AVAILABLE RECORDS below:

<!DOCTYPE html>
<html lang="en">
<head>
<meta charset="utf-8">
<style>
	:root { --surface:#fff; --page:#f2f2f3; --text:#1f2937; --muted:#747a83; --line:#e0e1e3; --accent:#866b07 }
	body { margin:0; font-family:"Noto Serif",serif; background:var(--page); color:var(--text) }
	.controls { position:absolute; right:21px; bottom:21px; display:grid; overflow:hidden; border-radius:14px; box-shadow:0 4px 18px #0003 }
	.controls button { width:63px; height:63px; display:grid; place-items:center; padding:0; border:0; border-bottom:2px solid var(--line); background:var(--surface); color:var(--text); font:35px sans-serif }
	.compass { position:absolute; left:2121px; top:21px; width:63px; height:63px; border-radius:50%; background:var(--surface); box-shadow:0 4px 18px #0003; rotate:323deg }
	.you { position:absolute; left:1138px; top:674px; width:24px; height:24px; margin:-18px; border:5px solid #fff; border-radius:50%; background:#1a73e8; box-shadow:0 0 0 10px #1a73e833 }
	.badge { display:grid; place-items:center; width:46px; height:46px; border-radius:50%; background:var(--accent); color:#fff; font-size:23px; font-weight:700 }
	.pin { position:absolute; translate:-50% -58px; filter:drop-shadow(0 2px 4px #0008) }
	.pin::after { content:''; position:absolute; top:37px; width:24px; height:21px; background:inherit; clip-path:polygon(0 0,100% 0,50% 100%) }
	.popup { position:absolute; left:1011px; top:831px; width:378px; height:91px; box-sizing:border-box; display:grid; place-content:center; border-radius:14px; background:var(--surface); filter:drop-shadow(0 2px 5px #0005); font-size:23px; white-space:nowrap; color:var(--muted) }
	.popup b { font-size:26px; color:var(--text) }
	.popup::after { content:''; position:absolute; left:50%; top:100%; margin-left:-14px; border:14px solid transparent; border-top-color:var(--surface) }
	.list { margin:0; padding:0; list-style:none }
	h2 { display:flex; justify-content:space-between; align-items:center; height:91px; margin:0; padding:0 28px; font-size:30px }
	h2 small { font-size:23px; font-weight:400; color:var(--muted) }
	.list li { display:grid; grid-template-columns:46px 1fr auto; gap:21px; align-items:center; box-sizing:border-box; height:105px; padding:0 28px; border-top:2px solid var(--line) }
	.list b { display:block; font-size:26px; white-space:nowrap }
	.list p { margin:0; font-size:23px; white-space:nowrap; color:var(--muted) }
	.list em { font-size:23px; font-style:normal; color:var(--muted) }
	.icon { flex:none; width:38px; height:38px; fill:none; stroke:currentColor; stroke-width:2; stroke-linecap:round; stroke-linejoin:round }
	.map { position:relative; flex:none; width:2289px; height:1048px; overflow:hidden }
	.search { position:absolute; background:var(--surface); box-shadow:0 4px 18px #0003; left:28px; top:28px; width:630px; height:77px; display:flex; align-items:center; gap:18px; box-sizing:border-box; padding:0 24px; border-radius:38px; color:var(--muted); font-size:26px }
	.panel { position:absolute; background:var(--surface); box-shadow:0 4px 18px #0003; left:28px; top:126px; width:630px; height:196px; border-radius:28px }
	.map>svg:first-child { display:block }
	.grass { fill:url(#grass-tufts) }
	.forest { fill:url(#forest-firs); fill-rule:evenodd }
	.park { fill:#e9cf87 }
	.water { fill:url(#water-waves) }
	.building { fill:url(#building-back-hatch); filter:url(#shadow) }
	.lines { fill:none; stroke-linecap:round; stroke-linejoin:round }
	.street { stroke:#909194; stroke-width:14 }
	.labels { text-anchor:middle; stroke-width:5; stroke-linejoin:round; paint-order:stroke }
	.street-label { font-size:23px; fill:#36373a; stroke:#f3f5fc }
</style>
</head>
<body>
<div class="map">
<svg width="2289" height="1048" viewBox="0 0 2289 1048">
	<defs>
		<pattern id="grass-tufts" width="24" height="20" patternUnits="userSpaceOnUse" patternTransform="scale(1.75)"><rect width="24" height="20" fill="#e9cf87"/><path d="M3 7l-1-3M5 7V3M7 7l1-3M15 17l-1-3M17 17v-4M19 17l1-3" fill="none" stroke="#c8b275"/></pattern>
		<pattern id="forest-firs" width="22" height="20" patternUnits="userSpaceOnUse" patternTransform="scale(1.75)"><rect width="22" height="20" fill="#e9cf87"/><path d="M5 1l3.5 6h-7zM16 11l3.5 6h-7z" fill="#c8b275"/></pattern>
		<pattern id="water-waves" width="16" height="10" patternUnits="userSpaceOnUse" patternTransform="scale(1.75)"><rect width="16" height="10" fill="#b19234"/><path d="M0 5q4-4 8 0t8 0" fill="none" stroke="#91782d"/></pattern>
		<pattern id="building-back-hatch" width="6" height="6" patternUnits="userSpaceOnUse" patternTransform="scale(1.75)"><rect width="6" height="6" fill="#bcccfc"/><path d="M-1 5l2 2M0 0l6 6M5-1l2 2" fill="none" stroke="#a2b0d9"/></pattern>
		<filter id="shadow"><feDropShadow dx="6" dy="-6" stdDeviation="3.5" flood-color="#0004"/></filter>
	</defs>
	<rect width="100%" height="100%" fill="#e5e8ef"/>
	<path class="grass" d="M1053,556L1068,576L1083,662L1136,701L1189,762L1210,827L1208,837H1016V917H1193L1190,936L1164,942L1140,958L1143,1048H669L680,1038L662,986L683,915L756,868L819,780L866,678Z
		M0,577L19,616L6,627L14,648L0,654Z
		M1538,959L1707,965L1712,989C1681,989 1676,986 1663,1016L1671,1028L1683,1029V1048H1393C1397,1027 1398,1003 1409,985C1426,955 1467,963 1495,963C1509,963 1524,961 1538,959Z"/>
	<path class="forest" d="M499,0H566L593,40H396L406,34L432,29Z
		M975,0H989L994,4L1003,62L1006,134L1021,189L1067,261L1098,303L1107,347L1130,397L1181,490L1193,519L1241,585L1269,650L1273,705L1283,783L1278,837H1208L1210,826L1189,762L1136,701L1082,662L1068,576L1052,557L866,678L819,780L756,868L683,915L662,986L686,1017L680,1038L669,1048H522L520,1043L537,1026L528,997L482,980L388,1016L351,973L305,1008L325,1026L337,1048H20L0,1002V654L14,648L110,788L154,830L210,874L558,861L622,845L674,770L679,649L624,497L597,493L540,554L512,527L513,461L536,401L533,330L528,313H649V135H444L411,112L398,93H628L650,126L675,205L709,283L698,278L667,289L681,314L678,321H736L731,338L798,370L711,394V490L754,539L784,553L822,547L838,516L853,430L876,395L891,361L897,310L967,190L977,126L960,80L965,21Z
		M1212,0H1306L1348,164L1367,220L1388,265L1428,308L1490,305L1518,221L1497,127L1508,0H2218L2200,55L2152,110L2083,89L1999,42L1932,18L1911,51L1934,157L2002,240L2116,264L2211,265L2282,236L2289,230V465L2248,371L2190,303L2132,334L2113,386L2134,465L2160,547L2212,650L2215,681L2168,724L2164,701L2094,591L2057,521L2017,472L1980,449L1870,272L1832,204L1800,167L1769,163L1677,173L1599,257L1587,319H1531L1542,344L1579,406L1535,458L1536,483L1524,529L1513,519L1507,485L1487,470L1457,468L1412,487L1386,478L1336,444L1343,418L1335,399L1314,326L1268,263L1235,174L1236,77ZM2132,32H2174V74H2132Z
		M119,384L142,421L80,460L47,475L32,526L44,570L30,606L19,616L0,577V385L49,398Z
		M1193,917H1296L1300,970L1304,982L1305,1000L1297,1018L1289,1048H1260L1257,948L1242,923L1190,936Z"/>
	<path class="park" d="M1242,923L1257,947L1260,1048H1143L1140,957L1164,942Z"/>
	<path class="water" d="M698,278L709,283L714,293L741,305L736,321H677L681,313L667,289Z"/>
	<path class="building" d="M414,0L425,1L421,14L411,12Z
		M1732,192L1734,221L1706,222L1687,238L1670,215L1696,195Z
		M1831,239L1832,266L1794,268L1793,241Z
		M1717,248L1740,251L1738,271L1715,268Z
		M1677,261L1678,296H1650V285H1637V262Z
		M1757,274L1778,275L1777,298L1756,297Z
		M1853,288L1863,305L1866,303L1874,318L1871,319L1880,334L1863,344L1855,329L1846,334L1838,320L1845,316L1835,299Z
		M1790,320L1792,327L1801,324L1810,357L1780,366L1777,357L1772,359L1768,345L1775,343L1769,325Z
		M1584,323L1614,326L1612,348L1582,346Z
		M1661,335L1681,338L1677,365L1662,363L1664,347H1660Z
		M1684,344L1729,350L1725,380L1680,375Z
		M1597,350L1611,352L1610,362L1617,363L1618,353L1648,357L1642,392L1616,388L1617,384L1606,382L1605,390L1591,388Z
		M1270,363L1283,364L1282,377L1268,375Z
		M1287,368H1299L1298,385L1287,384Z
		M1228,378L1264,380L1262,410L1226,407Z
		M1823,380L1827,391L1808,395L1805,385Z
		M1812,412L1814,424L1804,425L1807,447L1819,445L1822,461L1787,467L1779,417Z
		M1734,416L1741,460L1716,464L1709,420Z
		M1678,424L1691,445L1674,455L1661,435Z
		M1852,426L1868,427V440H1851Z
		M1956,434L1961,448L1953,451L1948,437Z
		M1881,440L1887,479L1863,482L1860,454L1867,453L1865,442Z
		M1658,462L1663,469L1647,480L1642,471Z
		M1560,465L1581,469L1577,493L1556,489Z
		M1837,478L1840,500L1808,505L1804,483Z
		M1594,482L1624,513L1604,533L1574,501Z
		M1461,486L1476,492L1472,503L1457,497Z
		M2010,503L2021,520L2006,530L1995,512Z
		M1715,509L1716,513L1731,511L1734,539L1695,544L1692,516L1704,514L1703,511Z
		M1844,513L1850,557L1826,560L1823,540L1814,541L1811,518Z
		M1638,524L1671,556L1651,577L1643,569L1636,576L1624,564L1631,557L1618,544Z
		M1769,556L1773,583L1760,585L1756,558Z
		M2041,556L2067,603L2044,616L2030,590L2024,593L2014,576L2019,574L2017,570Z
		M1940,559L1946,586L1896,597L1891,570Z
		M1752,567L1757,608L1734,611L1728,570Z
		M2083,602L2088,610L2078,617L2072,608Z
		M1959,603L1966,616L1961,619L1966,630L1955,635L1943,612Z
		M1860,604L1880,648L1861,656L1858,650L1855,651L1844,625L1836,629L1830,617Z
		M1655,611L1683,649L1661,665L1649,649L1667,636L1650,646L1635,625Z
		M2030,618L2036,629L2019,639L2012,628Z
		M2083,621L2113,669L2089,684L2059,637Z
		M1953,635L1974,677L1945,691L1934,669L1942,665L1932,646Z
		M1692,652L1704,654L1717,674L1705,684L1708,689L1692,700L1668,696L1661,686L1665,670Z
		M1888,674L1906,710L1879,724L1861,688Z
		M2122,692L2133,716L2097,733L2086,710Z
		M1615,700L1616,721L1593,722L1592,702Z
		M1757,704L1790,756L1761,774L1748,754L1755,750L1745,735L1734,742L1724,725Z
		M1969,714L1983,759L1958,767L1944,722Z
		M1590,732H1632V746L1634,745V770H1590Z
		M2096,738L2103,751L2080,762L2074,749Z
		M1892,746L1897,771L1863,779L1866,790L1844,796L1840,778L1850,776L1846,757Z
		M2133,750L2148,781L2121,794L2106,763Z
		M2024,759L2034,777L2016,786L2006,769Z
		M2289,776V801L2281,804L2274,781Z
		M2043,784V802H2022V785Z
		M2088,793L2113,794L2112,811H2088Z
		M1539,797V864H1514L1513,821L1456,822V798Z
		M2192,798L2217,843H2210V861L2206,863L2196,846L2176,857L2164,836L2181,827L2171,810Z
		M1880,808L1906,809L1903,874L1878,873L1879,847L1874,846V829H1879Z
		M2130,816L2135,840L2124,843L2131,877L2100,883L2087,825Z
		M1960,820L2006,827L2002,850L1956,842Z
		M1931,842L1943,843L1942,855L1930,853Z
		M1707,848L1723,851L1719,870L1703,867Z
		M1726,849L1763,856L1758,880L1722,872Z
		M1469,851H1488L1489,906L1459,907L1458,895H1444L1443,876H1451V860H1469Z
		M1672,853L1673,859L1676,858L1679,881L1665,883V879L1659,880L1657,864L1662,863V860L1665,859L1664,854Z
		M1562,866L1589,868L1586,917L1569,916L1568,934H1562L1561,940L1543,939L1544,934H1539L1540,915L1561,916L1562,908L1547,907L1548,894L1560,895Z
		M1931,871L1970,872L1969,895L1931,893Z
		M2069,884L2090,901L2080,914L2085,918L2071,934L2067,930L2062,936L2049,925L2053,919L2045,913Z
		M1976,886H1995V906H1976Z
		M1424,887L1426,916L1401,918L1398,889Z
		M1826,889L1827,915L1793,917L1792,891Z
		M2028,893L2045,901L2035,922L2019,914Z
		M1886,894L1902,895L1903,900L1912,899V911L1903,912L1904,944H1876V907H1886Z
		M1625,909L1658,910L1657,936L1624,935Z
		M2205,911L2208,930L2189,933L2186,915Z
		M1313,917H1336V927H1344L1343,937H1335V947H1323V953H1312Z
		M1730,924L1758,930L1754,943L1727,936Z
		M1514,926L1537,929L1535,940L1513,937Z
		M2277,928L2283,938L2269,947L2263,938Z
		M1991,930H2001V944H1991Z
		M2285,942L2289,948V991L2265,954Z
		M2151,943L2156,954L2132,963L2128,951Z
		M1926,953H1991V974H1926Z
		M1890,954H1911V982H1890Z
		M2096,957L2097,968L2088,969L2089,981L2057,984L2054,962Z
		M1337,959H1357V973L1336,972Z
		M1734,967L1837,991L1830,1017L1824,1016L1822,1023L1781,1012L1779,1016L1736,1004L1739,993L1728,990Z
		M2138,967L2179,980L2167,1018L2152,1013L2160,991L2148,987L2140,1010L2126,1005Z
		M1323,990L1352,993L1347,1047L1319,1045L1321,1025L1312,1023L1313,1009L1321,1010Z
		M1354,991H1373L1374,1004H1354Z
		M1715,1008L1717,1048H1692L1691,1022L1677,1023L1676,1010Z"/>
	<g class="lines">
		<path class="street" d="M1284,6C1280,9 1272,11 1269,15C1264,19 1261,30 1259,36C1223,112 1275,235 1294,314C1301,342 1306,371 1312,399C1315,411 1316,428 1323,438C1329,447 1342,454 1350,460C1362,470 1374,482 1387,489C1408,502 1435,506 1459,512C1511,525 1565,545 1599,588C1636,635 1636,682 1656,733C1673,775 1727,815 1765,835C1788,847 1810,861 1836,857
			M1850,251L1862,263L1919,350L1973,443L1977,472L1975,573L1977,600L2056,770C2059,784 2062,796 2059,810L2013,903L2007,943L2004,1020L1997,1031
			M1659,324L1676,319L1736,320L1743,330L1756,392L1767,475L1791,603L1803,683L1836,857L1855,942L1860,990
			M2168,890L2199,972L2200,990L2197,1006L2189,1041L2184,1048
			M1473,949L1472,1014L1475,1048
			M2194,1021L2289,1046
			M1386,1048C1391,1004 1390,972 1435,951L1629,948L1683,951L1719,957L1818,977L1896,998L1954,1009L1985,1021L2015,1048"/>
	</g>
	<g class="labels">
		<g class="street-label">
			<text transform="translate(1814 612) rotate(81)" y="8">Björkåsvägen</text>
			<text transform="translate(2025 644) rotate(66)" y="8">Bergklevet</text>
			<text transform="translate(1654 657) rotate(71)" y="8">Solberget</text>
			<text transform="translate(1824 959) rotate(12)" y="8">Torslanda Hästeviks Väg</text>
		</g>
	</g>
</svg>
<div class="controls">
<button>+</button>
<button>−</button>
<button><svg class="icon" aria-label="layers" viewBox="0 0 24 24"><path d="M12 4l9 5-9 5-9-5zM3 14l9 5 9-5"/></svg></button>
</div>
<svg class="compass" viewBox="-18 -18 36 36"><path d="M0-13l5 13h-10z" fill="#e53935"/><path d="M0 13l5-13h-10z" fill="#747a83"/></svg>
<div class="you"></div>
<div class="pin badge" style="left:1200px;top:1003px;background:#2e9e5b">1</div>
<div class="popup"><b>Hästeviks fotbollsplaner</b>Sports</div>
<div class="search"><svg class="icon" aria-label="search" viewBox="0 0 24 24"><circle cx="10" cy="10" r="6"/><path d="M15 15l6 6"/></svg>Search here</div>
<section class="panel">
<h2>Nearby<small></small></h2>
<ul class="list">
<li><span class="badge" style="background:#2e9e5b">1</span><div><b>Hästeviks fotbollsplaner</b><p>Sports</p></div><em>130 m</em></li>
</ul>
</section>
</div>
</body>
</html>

End of AVAILABLE RECORDS.

REQUIRED WORK ▸
Looking over the entries above, how many lines contain the string "serif"? State the number and nothing else.

EXERCISE RESPONSE ▸
2